- **Exercise directions**: Apart from the images, reproduce every record word for word.

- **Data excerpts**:
········
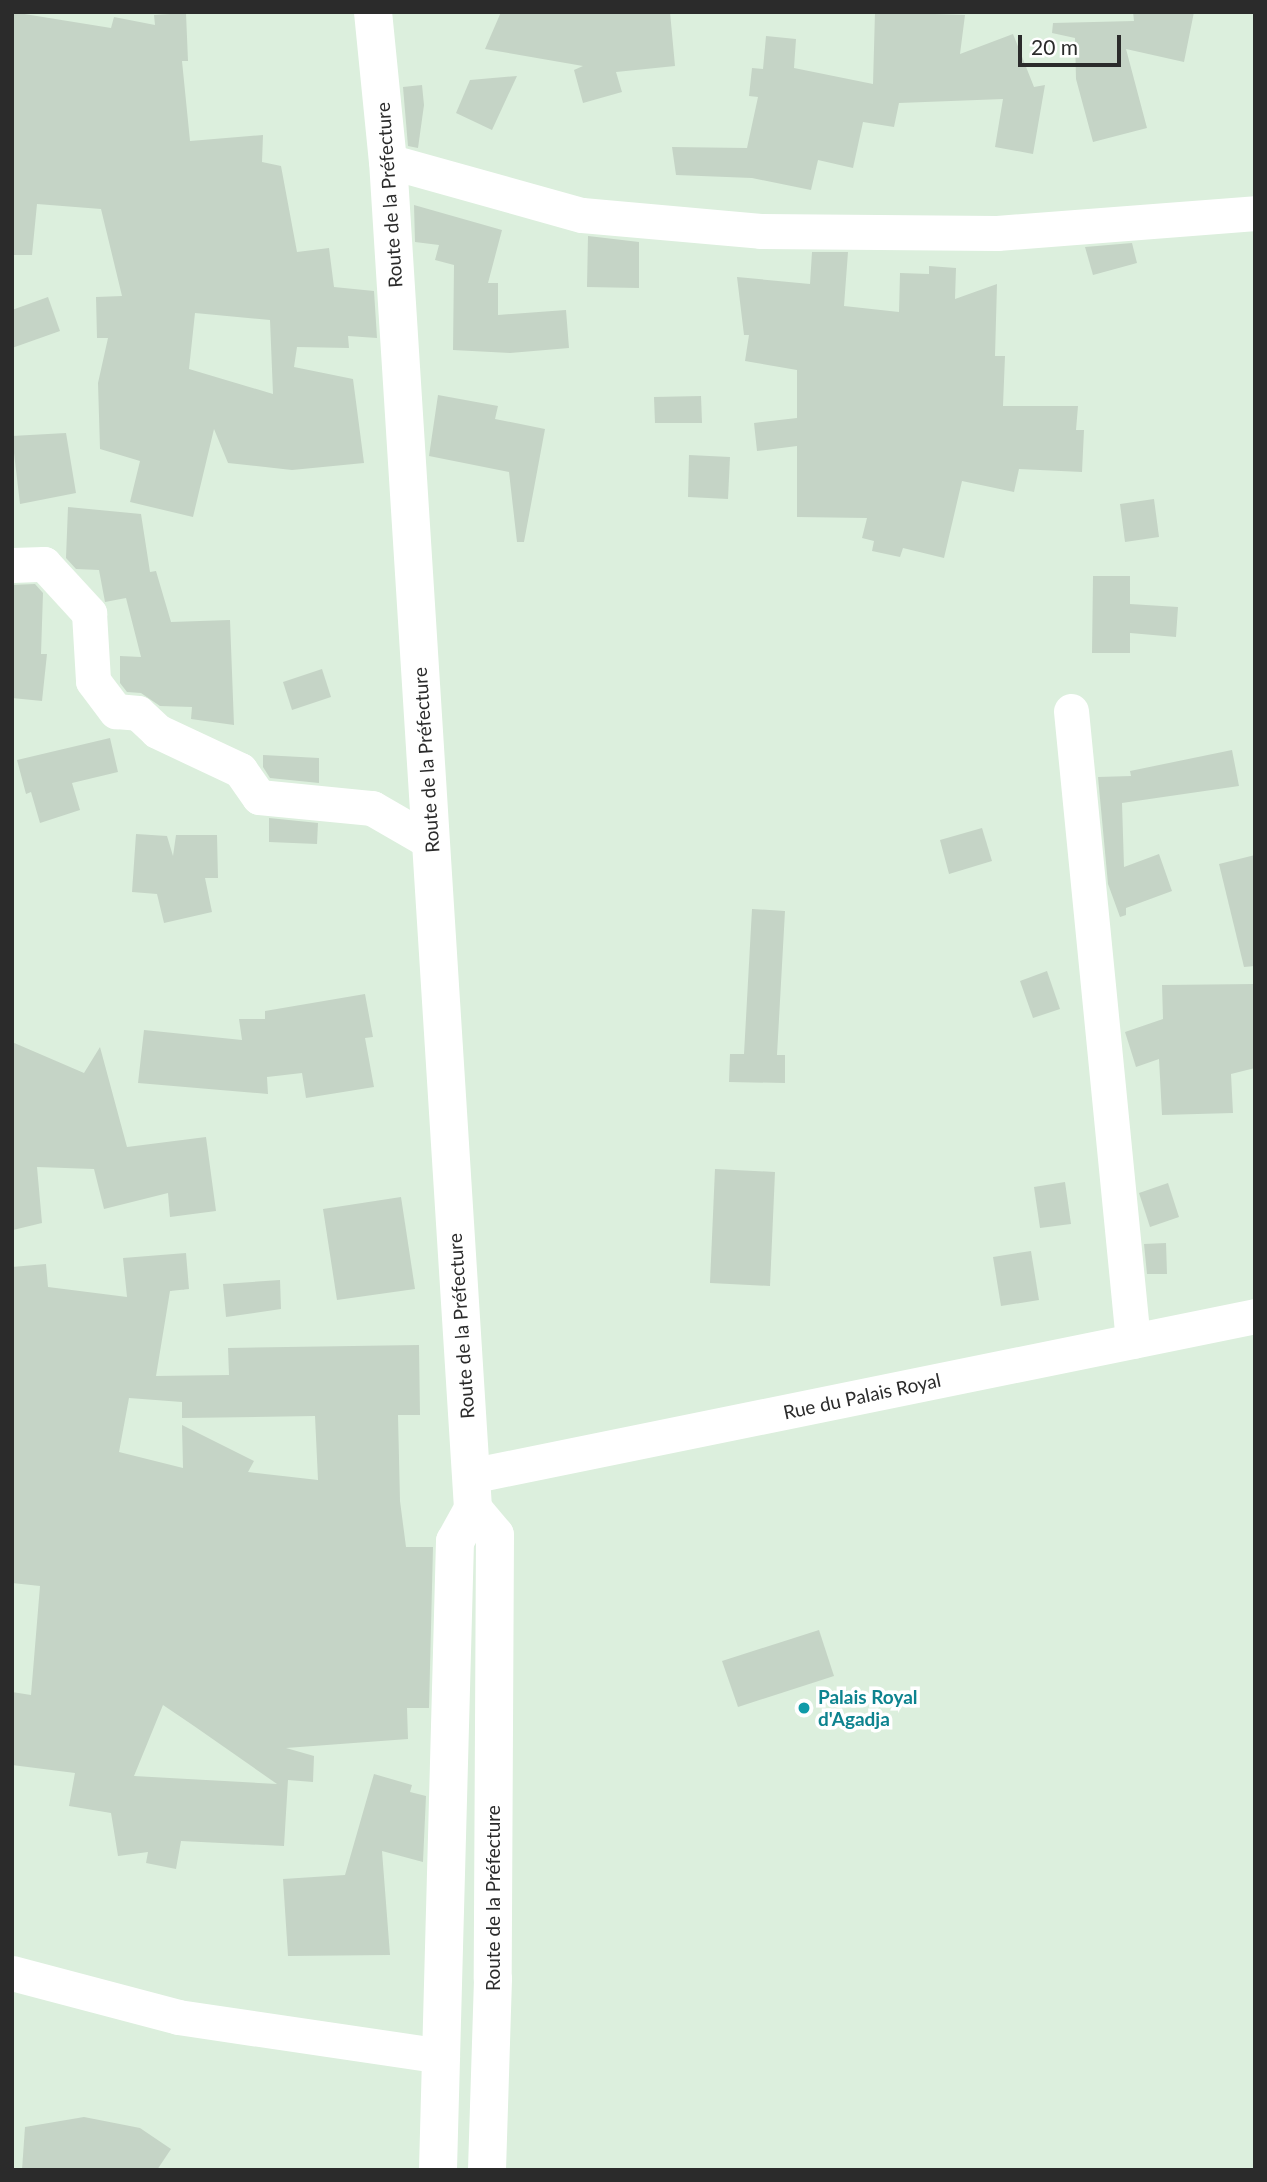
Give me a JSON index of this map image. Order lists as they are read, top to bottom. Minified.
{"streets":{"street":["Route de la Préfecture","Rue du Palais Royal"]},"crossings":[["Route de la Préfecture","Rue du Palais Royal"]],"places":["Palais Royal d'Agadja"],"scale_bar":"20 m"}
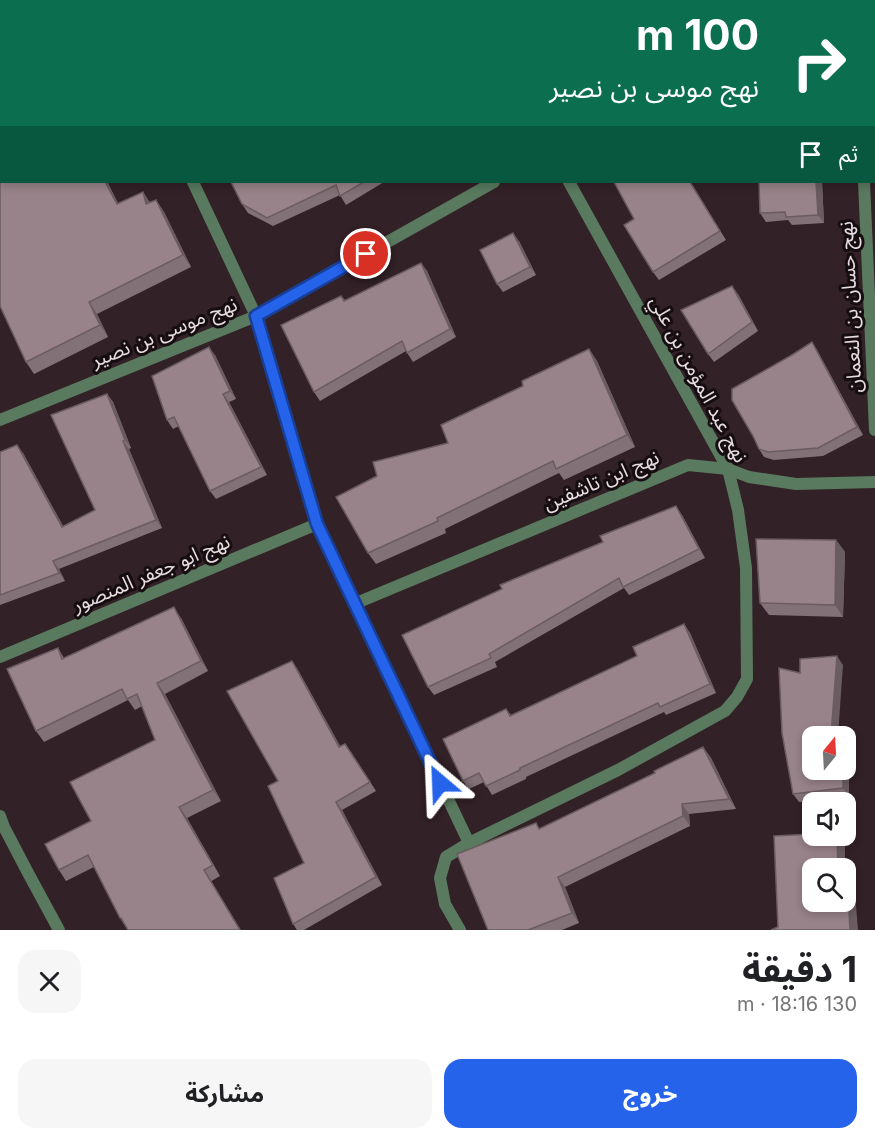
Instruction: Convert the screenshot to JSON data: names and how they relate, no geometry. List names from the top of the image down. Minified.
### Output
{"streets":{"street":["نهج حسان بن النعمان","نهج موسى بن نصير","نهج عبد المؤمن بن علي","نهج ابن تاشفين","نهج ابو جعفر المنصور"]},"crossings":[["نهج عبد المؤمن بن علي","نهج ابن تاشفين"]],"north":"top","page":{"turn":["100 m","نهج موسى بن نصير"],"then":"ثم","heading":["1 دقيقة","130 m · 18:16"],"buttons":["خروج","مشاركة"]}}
········
- **Reply to the exercise**:
Give me a JSON index of this map image. Order lists as they are read, top to bottom. Minified.
{"streets":{"street":["Route de la Préfecture","Rue du Palais Royal"]},"crossings":[["Route de la Préfecture","Rue du Palais Royal"]],"places":["Palais Royal d'Agadja"],"scale_bar":"20 m"}
Instruction: Convert the screenshot to JSON data: names and how they relate, no geometry. List names from the top of the image down. Minified.
### Output
{"streets":{"street":["نهج حسان بن النعمان","نهج موسى بن نصير","نهج عبد المؤمن بن علي","نهج ابن تاشفين","نهج ابو جعفر المنصور"]},"crossings":[["نهج عبد المؤمن بن علي","نهج ابن تاشفين"]],"north":"top","page":{"turn":["100 m","نهج موسى بن نصير"],"then":"ثم","heading":["1 دقيقة","130 m · 18:16"],"buttons":["خروج","مشاركة"]}}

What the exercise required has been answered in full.